The European Commission is still hoping that the member states will be successful, this time, in reaching the qualified majority needed to approve its proposal. If, as is probable, no qualified majority can be found, the Commission will take the decision itself, as it is empowered to do under the comitology procedure. It is possible that it will authorise the technical extension of the licence that 20 member states backed on 6 June, even though the thought of taking sole responsibility for such a decision is not one that is to its liking.
It could then bring forward two proposals for a complementary decision seeking, on the one hand, to ban the coformulant POE-Tallowamine in plant health products containing glyphosate and, on the other, addressing recommendations to member states to restrict the use of glyphosate in public parks and gardens and in the period prior to harvesting, as Health and Food Safety Commissioner Vytenis Andriukaitis announced (see EUROPE 11563). These proposals, in their draft state, take the form of amendments to implementing regulation 540/2011 on active substances approved in the EU.
They could be put to the PAFF committee when it meets on 27-28 June. This could be the last chance before the 30 June deadline when the current glyphosate licence in the EU expires.
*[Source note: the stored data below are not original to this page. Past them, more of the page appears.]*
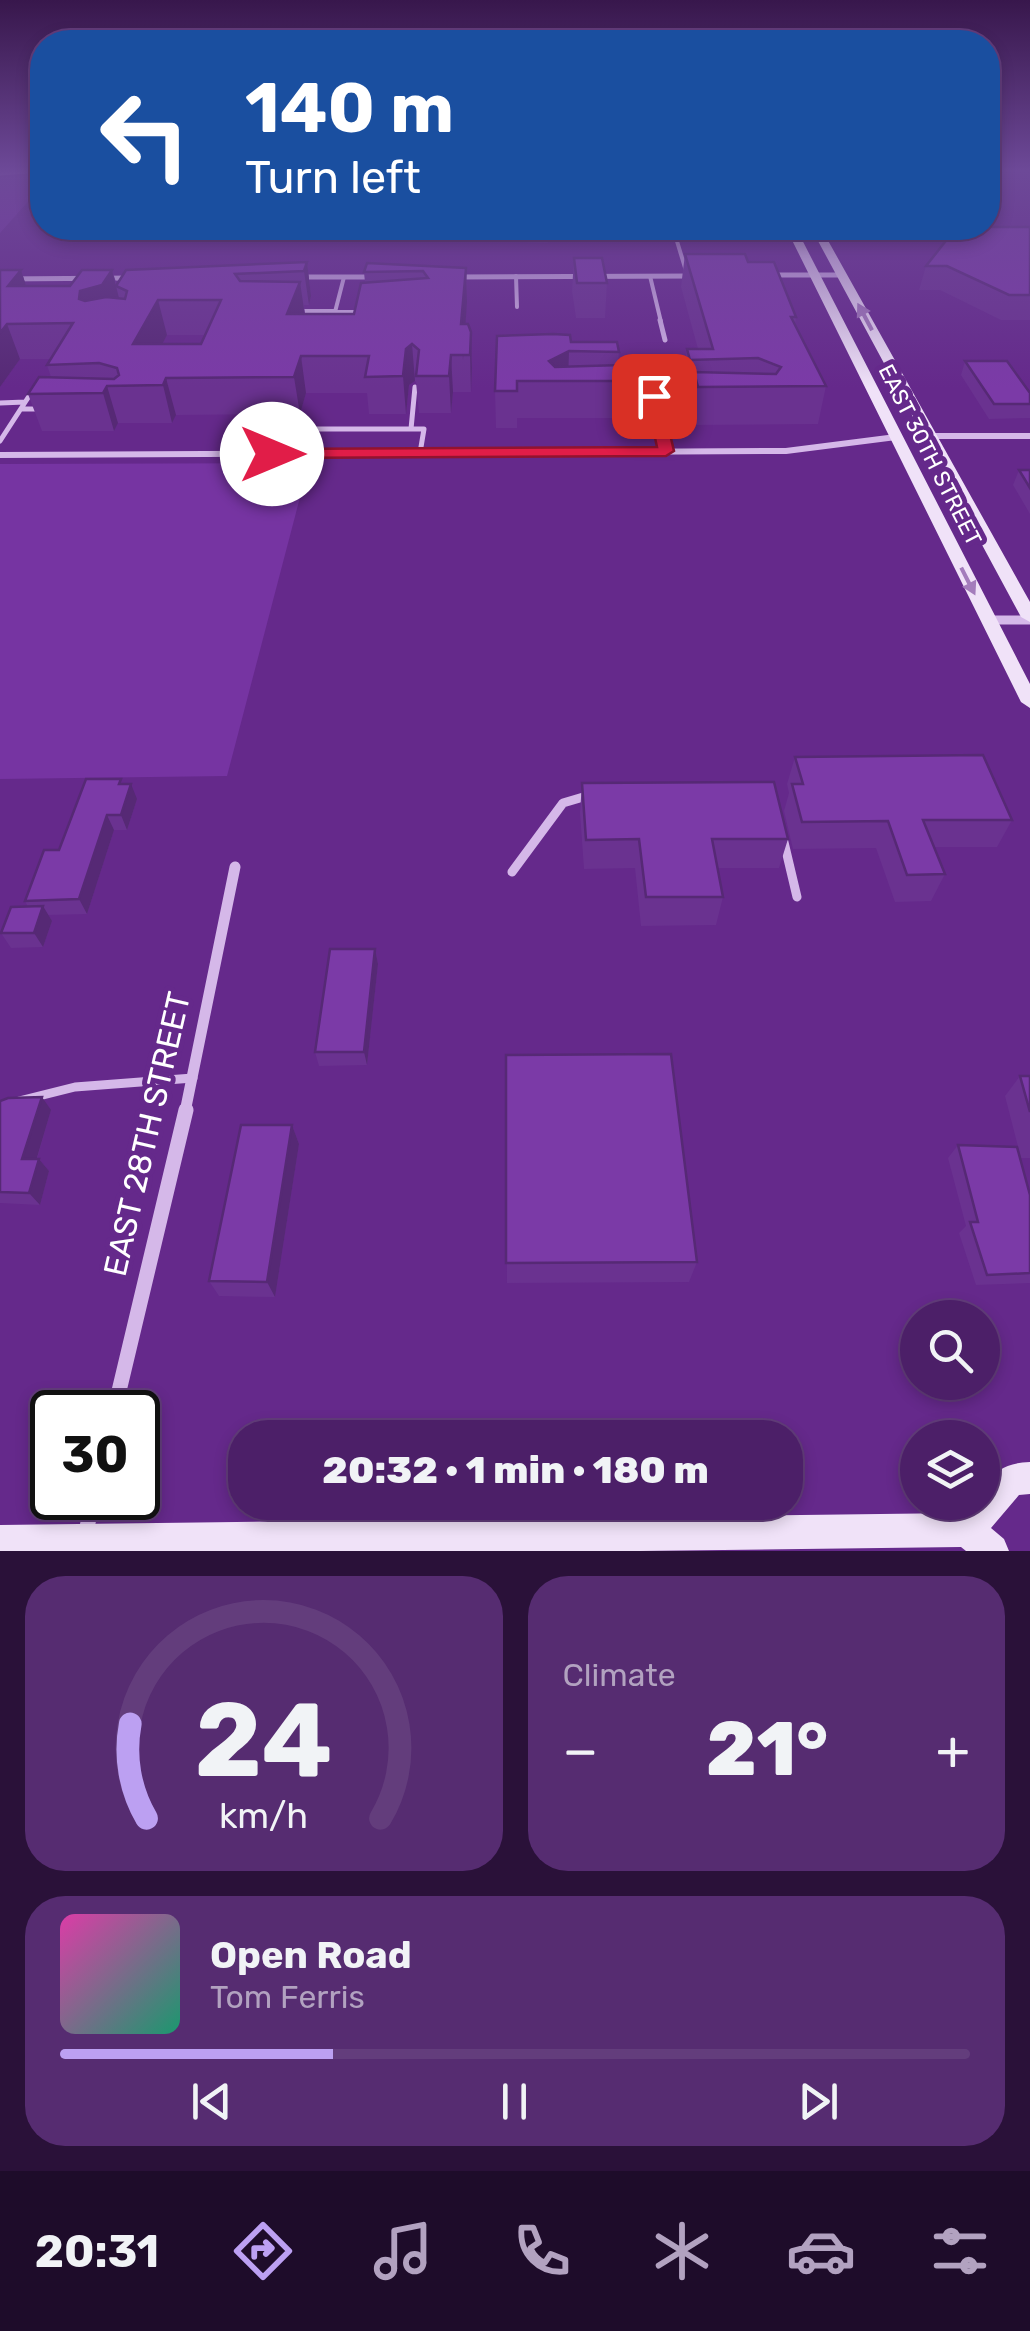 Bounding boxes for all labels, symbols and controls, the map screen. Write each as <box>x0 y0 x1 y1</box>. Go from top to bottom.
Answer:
text: 140 m <box>245 67 454 150</box>
icon: left <box>80 70 210 200</box>
text: Turn left <box>245 151 421 204</box>
one-way arrow <box>856 302 873 331</box>
pin <box>612 354 697 439</box>
street label: EAST 30TH STREET <box>873 360 988 550</box>
icon: arrive <box>627 369 682 424</box>
position arrow <box>220 402 324 506</box>
one-way arrow <box>960 566 977 595</box>
street label: EAST 28TH STREET <box>96 988 198 1280</box>
map controls <box>900 1300 1000 1520</box>
button: search <box>900 1300 1000 1400</box>
speed limit sign: 30 <box>30 1390 160 1520</box>
button: layers <box>900 1420 1000 1520</box>
text: 20:32 · 1 min · 180 m <box>322 1447 709 1493</box>
text: Climate <box>563 1656 676 1694</box>
text: 24 <box>195 1679 333 1802</box>
text: 21° <box>706 1705 828 1794</box>
text: − <box>563 1718 598 1783</box>
text: + <box>936 1718 970 1783</box>
text: km/h <box>219 1795 308 1837</box>
text: Open Road <box>210 1932 412 1978</box>
text: Tom Ferris <box>210 1978 365 2016</box>
icon: previous <box>184 2074 239 2129</box>
icon: pause <box>487 2074 542 2129</box>
icon: next <box>791 2074 846 2129</box>
icon: directions <box>228 2216 298 2286</box>
icon: music <box>368 2216 438 2286</box>
icon: phone <box>507 2216 577 2286</box>
icon: climate <box>647 2216 717 2286</box>
icon: car <box>786 2216 856 2286</box>
icon: filters <box>925 2216 995 2286</box>
text: 20:31 <box>35 2225 159 2278</box>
Initiative by 70 MEPs to push Germany not to abstain. In the knowledge that their country's abstention is due to the opposing positions held by the Federal economy and environment ministers, two German Green MEPs, Martin Häusling and Maria Heubuch, published an open letter on Tuesday 21 June to the Federal ministers for agriculture, Christian Schmidt, and the environment, Barbara Hendricks, calling on them to vote against the technical extension to the licence and to demand that the Commission bring forward a proposal that, for the good of sustainable agriculture, glyphosate should not be authorised.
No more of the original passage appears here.